Fish bagging for shipping and auctions
Shipping fish successfully is easier than you think. The key is to purge the fish before they are bagged, so they do not die in their own waste. The night before you bag them up for an auction or shipping, catch the fish from the tank and place them with some tank water in a covered bucket or plastic shoe box at room temperature. As long as there are not too many individuals, no air stone or filtration is required. The stress from the catch and the strange environment will cause the fish to relieve themselves. The slow drop in temperature overnight will slow their metabolism. By the next morning, the water will be all filthy, however the waste won’t end up in the bag because for bagging I always use 100% clean new water from an empty tank or tub also kept at room temperature. Add a few drops of a Ammo-Lock or similar to the bag to bind any new ammonia the fish will release.

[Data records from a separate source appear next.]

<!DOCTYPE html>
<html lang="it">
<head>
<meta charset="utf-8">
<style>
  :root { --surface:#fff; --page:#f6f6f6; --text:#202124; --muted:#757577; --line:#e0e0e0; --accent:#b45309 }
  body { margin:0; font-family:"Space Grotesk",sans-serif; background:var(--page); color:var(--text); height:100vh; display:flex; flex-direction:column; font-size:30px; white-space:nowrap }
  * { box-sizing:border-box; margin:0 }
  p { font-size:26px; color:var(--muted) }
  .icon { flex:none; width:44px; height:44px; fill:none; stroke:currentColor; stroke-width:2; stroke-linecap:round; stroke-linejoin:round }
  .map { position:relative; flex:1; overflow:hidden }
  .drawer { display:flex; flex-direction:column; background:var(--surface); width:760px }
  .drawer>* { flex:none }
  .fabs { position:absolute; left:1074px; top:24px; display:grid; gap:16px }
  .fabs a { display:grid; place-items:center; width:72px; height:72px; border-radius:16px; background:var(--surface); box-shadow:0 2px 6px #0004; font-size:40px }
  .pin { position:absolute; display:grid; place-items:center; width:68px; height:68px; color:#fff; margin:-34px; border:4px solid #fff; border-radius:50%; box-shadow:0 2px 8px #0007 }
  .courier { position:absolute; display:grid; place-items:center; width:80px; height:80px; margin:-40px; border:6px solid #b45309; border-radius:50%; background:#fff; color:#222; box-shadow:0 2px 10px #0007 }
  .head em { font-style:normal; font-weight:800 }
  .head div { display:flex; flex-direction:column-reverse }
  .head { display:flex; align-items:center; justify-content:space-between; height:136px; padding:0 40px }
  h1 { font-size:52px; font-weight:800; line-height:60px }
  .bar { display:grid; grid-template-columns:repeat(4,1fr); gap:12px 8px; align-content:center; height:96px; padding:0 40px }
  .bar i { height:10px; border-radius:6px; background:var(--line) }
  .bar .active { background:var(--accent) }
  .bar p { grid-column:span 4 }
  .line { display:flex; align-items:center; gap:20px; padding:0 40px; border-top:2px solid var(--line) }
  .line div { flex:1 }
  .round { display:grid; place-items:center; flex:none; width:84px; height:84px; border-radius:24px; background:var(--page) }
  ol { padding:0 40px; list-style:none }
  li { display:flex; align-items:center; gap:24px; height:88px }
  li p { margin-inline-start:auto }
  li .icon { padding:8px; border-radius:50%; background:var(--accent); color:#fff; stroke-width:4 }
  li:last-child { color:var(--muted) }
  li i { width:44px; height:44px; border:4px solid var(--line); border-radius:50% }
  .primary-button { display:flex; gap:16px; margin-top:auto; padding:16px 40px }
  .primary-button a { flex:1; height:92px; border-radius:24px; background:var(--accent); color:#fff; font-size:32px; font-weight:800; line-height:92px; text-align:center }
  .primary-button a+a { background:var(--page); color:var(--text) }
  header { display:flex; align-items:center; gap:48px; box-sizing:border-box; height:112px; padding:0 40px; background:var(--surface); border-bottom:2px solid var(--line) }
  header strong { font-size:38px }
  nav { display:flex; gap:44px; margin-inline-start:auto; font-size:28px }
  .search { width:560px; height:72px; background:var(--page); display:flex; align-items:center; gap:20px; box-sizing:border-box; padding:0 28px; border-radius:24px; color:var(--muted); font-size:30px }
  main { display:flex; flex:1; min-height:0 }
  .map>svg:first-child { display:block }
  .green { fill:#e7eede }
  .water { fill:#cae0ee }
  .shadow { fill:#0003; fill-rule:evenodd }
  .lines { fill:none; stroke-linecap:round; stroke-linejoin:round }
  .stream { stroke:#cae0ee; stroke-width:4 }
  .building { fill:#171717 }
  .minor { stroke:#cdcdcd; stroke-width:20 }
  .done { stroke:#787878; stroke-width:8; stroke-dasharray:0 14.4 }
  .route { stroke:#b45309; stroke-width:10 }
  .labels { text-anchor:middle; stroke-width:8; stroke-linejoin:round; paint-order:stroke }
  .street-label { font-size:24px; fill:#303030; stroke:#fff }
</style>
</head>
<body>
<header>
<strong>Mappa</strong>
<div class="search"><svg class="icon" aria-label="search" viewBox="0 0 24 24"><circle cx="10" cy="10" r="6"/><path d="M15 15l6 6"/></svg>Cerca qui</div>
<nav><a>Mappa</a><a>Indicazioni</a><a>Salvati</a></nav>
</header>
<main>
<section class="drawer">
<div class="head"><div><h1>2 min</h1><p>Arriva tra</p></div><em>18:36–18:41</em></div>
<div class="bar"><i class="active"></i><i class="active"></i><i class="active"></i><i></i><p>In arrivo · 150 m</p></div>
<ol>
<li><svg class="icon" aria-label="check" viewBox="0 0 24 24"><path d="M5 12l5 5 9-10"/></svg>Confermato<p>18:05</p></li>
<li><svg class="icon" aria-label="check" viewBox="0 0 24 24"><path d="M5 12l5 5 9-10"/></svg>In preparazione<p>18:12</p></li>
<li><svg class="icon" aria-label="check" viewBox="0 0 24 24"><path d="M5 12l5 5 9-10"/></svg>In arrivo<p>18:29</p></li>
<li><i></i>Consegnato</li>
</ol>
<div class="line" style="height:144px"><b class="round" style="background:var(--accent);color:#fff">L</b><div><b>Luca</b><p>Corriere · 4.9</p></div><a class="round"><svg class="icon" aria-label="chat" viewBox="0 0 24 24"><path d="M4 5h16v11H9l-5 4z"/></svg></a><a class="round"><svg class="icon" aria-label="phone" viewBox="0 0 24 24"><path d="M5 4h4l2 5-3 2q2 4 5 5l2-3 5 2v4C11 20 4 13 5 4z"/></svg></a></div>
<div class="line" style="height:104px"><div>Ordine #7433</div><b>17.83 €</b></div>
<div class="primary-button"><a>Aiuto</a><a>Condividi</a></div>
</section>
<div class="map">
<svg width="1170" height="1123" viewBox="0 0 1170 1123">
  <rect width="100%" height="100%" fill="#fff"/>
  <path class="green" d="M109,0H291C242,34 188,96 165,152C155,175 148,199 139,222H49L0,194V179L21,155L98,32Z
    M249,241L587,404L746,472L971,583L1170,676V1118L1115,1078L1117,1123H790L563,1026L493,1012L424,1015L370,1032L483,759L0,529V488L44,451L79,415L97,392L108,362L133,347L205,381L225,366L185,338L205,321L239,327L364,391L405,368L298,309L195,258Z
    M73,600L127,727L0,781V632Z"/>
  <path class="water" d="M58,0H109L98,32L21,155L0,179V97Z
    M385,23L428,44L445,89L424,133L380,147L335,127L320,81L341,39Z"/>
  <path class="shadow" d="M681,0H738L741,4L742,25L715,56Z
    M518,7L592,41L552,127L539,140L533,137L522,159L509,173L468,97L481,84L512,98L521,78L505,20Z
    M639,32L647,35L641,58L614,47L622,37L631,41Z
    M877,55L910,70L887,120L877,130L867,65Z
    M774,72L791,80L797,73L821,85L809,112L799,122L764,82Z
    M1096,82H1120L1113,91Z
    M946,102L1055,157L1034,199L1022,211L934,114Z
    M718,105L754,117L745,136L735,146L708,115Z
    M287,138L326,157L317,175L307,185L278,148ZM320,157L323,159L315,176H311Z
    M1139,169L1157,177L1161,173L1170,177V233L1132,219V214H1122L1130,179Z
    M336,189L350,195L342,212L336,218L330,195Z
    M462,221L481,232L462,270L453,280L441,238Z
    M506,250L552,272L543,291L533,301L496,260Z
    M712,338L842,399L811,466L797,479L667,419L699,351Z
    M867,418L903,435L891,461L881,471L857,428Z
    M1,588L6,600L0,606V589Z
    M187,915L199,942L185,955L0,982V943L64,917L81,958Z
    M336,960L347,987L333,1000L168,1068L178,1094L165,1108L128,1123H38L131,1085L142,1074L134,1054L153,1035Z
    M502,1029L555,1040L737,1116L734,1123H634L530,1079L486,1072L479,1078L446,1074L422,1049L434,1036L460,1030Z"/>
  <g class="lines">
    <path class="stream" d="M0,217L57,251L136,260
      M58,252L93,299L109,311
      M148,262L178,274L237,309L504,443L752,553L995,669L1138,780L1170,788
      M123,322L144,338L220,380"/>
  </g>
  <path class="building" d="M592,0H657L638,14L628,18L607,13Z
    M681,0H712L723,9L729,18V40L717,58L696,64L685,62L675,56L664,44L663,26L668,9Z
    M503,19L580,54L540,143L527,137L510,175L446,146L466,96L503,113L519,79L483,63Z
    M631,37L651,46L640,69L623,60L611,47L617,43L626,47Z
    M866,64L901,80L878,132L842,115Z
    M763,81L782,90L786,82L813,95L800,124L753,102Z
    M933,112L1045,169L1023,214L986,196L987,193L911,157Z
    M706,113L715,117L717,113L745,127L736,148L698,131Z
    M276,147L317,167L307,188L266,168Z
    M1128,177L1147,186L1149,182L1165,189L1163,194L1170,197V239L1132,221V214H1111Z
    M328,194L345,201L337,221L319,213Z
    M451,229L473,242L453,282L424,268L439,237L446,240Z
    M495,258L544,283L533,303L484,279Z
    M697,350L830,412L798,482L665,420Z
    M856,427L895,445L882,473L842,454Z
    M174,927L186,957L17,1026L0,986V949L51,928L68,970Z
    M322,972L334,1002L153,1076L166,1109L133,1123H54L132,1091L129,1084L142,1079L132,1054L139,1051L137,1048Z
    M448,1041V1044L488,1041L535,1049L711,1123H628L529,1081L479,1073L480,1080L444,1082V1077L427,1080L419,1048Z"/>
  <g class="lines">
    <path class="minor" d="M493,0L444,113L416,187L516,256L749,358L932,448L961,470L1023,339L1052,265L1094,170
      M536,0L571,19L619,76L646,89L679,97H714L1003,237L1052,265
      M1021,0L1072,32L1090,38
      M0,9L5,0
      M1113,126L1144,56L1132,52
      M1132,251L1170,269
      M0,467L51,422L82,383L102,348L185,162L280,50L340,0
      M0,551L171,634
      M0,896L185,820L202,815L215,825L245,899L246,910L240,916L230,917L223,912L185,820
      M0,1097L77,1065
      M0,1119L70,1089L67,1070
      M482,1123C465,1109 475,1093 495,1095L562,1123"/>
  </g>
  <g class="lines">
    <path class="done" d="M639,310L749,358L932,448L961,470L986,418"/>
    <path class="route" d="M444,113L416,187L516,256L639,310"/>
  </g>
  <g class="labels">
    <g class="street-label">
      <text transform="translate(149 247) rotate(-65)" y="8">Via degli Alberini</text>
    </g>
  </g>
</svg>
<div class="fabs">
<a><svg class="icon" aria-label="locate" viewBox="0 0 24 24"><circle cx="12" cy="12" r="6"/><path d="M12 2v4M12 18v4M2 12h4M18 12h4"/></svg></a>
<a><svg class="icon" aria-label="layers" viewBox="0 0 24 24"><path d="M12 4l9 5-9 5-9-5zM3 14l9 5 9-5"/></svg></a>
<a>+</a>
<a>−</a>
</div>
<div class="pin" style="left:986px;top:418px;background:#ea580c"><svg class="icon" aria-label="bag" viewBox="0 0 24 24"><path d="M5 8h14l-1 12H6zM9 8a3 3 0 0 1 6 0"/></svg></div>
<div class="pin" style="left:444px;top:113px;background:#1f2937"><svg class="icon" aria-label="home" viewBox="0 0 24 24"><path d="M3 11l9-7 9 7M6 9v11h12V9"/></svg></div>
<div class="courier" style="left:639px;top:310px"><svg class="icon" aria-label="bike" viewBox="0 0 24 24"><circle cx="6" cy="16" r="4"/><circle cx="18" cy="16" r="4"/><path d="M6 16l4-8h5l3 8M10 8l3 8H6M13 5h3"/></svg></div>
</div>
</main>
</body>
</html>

Even better is the addition of Poly-Filter®. Just a few 1×1 cm pieces will do the trick and absorb contaminants that could harm your fish in transport.  Fish bagged that way will travel much better and adapt easier to a new environment.

Fish acclimatization
The common advice is to float the bag with your newly arrived fish to adjust the temperature but that makes no sense at all. Why am I saying that? Well-packaged fish can survive 2-3 days in a bag without any problems. The water may be cold and a bit filthy, but the metabolism of the fish has slowed down because conditions in the bag have worsened gradually and they have adapted. When you warm up the dirty water, the metabolism kicks back in and the fish get terrified due to the light and warmth. If the bag remains closed, low oxygen levels may now lead to suffocation because the fish panic and use more oxygen. In normal fish bags there is also an excess of carbon dioxide (CO2), which means that the pH has dropped slowly because of the continuous formation of carbonic acid (CO2 + H2O = H2CO3). However, as soon as you open the bag, the CO2 escapes quickly and the pH can rush up from below 6 to over 7.5. If there is any ammonium (NH4+) present, it will quickly turn into ammonia (NH3) that burns the gills, fins, and skin of your fish. The higher the temperature, the faster this process becomes.

A better way
When you unpack, pour the fish immediately with some transport water into an open container so their bodies are covered (careful, some may jump out). Then add water from the new tank using a cup so that the temperature is barely increasing. If the transport water is very cold (<60 °F), use cold water for the change. The point is to replace the transport water with all the filthy stuff quickly and then bring the temperature up slowly by either waiting or gradually adding warmer water. Once the temperature is within 3-4 °F, take a net and move the fish to their new home. Discard all the transport water. You will rarely lose fish that way. The slow process also allows for the pH to gradually adjust without shocking your new arrivals. Note: sturdier fish can be moved without adapting at all if the temperature and pH are not too far apart (within 5 °F/0.2 pH difference): just net them out of the transport water and move them to the tank or container. If the pH differs by more than 0.3, adjust the pH in the tank or container first by adding some acid (e.g. pH minus from Sera). Once the pH matches the bag water, move the fish.